(Stored data)
◆ ◆ ◆ ◆ ◆

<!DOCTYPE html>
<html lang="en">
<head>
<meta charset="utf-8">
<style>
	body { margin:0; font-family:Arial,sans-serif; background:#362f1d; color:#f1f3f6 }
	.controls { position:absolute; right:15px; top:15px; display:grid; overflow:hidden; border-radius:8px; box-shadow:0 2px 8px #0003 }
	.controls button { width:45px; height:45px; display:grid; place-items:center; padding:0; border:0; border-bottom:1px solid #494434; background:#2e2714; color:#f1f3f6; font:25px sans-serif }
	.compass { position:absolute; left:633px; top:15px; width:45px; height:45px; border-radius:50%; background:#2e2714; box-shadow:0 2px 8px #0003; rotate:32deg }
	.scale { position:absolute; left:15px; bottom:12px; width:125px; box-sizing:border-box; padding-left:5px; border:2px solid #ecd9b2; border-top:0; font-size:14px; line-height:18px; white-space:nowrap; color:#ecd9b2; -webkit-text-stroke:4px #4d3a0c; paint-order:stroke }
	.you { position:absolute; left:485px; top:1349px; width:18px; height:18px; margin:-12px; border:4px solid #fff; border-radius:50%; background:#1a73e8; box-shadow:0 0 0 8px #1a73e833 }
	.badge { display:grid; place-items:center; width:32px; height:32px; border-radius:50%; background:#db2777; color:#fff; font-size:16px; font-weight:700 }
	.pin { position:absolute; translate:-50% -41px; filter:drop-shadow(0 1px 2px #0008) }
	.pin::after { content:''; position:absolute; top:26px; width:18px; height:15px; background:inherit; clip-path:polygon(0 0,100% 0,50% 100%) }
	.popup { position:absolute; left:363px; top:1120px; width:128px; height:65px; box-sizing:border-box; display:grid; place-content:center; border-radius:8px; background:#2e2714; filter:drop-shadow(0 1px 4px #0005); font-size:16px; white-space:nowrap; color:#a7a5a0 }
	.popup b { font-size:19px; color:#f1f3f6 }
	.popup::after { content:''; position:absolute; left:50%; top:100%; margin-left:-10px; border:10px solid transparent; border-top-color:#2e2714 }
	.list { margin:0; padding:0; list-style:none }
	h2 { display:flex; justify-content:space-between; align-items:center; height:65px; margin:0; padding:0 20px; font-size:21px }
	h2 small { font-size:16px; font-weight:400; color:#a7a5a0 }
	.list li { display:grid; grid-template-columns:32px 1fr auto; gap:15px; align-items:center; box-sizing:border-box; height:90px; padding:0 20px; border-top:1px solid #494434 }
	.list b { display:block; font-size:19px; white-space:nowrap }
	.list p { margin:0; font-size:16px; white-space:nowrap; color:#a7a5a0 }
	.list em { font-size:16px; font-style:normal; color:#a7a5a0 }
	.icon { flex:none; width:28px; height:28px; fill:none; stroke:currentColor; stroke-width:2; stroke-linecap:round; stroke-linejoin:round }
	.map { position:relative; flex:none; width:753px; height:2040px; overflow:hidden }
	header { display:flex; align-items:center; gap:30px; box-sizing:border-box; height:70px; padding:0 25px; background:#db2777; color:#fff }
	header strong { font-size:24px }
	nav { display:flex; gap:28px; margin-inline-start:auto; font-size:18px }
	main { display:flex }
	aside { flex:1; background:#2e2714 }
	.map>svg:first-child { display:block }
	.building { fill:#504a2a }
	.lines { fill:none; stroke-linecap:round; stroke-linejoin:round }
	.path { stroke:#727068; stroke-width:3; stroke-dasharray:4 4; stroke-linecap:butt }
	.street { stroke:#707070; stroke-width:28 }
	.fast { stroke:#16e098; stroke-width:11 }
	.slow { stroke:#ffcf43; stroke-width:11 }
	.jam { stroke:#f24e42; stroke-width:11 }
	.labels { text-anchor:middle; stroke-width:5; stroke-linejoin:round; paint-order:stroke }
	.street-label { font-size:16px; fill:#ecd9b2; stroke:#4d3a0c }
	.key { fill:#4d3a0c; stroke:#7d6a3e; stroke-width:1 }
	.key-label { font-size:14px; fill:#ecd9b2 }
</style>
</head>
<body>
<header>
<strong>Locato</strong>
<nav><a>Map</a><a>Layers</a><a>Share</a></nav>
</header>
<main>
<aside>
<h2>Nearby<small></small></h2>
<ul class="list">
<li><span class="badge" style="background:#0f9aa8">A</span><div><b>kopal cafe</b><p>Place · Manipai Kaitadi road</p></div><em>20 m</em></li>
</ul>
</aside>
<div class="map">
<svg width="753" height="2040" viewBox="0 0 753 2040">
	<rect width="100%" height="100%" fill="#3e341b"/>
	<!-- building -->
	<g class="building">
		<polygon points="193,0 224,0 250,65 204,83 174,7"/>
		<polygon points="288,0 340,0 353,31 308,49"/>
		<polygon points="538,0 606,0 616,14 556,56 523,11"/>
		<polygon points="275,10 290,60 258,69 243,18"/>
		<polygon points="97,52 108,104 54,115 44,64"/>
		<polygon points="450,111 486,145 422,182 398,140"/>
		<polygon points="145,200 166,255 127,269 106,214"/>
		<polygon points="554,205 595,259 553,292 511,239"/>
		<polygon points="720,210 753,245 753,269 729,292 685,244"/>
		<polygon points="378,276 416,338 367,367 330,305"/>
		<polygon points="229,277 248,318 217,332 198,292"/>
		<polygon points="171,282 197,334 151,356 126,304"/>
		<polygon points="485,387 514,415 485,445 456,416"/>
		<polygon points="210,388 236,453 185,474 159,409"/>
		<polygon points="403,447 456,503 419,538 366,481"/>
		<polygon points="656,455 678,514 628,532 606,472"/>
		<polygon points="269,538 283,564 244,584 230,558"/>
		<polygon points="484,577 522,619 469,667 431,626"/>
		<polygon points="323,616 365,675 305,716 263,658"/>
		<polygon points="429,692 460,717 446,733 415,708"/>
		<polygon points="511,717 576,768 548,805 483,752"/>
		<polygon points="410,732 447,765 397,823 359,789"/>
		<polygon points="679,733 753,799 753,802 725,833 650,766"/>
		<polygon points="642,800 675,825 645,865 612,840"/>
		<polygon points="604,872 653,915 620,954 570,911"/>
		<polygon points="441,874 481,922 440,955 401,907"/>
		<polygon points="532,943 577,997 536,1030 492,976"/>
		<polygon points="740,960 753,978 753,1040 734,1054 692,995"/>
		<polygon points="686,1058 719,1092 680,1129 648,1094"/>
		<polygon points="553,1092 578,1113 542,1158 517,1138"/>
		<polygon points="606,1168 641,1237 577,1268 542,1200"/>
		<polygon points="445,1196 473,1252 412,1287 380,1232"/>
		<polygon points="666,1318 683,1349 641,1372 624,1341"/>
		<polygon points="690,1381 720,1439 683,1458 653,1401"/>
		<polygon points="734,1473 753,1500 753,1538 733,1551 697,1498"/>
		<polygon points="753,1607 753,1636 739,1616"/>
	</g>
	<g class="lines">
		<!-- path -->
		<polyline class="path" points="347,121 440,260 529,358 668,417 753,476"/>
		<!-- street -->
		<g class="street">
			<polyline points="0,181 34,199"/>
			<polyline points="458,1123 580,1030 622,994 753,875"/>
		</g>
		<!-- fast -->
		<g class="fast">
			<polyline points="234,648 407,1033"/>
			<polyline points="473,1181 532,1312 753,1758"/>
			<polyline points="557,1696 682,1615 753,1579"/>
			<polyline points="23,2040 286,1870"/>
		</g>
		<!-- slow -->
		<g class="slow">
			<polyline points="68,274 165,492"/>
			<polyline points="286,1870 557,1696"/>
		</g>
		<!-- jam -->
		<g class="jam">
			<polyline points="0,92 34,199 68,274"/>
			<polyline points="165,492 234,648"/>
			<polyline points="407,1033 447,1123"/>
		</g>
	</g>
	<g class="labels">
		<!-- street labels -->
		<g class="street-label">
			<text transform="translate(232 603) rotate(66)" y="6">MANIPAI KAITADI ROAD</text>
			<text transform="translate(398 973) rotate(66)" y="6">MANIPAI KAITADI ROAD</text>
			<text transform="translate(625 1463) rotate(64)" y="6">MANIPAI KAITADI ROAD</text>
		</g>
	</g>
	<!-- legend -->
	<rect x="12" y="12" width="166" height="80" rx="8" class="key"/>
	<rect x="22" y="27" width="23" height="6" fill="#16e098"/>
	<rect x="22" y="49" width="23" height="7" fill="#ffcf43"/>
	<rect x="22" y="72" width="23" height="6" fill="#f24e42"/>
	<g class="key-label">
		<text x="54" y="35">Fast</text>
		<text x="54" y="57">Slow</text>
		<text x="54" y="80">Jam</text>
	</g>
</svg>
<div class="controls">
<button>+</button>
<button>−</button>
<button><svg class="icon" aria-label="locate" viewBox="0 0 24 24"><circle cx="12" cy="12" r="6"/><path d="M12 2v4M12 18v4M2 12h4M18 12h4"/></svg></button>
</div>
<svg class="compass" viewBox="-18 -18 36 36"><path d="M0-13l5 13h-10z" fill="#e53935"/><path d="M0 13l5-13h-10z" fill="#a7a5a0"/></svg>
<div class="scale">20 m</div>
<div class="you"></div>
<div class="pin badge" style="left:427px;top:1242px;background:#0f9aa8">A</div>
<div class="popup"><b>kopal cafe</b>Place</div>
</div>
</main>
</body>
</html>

◆ ◆ ◆ ◆ ◆

*Exercise goal:*
Determine the number of lines in the preceding data that contain the word "auto". Reply with that number only.

*Result:*
2